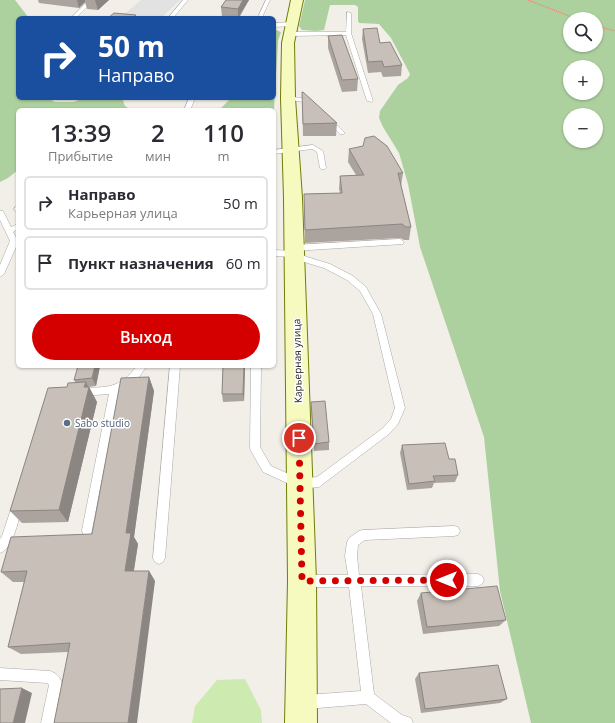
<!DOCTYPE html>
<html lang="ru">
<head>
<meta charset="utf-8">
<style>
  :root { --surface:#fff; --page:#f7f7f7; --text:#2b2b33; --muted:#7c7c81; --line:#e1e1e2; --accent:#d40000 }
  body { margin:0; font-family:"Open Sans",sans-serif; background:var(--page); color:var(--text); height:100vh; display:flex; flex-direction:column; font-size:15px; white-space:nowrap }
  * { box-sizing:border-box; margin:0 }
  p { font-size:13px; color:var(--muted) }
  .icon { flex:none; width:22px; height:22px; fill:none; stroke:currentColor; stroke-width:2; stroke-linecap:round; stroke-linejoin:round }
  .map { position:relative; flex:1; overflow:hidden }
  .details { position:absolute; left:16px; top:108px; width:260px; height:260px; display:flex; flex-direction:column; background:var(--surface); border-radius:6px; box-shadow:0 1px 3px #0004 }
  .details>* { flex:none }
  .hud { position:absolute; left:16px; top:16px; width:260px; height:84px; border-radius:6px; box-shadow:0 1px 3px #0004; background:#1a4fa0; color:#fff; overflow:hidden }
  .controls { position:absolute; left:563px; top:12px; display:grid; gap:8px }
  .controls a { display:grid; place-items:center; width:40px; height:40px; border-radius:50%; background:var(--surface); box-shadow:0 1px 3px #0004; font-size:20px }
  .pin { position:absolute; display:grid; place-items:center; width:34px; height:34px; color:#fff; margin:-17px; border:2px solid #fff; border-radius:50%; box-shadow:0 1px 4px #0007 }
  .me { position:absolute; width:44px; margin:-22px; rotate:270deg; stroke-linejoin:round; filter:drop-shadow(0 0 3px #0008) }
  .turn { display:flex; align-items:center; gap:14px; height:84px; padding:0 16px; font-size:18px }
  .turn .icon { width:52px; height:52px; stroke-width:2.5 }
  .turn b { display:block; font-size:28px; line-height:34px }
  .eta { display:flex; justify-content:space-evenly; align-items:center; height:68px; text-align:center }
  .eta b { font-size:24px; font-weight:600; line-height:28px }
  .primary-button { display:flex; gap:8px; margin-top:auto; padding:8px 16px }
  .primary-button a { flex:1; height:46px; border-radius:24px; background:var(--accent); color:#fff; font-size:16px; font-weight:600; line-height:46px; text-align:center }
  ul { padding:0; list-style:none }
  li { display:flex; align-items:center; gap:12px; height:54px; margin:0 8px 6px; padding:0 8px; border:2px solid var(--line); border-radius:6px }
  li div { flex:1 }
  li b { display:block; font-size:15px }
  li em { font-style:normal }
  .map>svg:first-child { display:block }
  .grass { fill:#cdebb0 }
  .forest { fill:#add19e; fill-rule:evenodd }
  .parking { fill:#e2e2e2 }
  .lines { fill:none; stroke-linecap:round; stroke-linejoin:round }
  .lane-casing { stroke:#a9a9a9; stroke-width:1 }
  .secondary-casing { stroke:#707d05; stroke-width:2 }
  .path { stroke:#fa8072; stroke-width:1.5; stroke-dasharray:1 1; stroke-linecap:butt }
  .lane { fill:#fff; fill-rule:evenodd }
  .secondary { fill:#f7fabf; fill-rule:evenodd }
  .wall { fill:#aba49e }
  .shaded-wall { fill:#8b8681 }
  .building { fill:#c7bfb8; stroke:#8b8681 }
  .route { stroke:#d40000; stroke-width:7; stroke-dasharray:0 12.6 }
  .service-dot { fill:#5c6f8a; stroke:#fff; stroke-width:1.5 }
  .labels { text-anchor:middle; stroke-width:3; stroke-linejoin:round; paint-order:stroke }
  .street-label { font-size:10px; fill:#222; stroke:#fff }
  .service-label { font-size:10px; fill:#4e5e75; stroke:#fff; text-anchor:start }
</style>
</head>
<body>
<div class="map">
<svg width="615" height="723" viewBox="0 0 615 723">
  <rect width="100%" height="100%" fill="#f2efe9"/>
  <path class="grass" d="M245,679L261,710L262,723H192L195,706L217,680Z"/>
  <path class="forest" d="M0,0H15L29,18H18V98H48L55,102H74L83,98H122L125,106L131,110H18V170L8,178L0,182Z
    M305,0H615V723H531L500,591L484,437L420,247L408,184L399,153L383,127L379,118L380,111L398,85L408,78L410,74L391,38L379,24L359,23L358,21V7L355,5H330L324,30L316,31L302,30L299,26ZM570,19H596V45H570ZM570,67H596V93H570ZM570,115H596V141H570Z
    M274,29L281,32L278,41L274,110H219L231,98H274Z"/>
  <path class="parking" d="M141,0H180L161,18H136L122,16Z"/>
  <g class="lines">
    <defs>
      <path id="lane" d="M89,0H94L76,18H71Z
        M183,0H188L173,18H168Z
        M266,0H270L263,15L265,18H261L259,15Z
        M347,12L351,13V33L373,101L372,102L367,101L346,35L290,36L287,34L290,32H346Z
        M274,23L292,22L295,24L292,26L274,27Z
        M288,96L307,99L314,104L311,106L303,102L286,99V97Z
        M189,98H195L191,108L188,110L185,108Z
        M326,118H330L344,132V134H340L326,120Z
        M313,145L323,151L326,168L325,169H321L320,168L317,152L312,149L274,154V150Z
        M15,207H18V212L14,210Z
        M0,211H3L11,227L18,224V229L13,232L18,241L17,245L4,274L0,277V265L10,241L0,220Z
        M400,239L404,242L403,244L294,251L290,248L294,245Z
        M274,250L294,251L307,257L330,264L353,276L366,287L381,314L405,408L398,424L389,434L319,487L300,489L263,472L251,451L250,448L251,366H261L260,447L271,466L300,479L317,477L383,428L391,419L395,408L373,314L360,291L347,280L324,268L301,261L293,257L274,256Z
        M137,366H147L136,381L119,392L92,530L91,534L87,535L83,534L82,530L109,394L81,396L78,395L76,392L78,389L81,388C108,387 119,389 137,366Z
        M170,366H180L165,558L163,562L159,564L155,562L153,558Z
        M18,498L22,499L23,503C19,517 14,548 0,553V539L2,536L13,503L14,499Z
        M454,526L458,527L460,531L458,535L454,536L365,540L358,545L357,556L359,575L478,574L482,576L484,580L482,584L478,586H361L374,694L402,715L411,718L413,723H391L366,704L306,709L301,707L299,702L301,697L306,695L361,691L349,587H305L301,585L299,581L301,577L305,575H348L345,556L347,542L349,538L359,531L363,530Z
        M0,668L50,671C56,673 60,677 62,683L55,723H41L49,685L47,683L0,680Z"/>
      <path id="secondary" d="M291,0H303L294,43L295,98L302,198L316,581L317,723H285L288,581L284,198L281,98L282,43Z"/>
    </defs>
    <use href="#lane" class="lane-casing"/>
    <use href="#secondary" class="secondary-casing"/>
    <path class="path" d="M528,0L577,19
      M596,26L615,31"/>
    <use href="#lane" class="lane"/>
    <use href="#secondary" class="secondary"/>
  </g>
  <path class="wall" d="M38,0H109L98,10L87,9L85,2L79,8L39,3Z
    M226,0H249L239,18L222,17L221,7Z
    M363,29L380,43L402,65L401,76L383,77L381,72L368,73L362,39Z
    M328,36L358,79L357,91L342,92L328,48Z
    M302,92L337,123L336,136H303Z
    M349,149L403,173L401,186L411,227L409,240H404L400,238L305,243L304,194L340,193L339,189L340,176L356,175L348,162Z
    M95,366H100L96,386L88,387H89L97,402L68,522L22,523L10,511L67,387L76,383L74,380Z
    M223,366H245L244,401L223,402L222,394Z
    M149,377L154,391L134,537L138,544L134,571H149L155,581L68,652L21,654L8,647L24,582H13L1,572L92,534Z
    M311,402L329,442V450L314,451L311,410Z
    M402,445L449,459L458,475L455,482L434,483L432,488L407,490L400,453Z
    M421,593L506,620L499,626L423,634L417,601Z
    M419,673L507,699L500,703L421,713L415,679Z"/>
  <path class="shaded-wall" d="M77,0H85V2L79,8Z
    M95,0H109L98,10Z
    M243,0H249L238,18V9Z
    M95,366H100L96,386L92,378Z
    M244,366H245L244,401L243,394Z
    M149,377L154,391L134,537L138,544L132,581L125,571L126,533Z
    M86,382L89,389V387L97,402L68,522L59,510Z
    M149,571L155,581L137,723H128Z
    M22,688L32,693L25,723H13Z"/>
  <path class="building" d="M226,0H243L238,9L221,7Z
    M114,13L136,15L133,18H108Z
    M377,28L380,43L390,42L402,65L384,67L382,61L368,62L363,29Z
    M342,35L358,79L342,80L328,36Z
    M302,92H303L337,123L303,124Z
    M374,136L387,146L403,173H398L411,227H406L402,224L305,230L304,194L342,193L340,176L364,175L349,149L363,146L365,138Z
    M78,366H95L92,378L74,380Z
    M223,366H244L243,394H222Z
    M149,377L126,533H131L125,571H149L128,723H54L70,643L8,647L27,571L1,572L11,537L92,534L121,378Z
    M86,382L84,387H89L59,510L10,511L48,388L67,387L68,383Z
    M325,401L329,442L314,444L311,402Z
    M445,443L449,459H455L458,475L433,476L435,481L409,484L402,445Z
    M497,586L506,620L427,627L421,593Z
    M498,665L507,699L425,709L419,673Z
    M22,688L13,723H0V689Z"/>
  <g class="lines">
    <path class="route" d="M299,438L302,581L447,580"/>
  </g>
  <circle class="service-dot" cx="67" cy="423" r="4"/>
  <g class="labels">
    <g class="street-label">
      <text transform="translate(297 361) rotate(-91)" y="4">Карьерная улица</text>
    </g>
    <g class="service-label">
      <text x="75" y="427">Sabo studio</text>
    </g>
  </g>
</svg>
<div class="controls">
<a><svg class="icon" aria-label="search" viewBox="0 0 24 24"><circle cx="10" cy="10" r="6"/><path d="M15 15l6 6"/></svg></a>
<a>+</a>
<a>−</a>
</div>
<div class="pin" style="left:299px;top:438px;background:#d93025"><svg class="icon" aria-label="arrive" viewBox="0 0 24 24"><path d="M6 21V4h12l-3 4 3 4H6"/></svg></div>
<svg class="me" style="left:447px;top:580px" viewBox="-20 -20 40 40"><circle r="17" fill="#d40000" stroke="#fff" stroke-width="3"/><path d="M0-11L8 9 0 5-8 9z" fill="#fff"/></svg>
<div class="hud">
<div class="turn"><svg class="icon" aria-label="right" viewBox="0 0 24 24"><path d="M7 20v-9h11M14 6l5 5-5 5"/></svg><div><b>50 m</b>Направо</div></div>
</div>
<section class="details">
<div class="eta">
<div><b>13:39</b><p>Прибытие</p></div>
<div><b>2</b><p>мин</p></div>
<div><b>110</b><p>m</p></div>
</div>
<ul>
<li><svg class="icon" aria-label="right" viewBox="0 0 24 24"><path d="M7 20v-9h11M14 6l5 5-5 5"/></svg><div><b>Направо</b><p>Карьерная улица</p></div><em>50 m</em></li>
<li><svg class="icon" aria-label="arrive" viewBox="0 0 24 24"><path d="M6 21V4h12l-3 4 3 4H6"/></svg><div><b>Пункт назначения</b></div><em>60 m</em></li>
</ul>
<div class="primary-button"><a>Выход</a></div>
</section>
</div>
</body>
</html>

——————

_Exercise brief_: All lines with the word "building" are needed; pull them from the entries and copy each.

_Task answer_:
  .building { fill:#c7bfb8; stroke:#8b8681 }
  <path class="building" d="M226,0H243L238,9L221,7Z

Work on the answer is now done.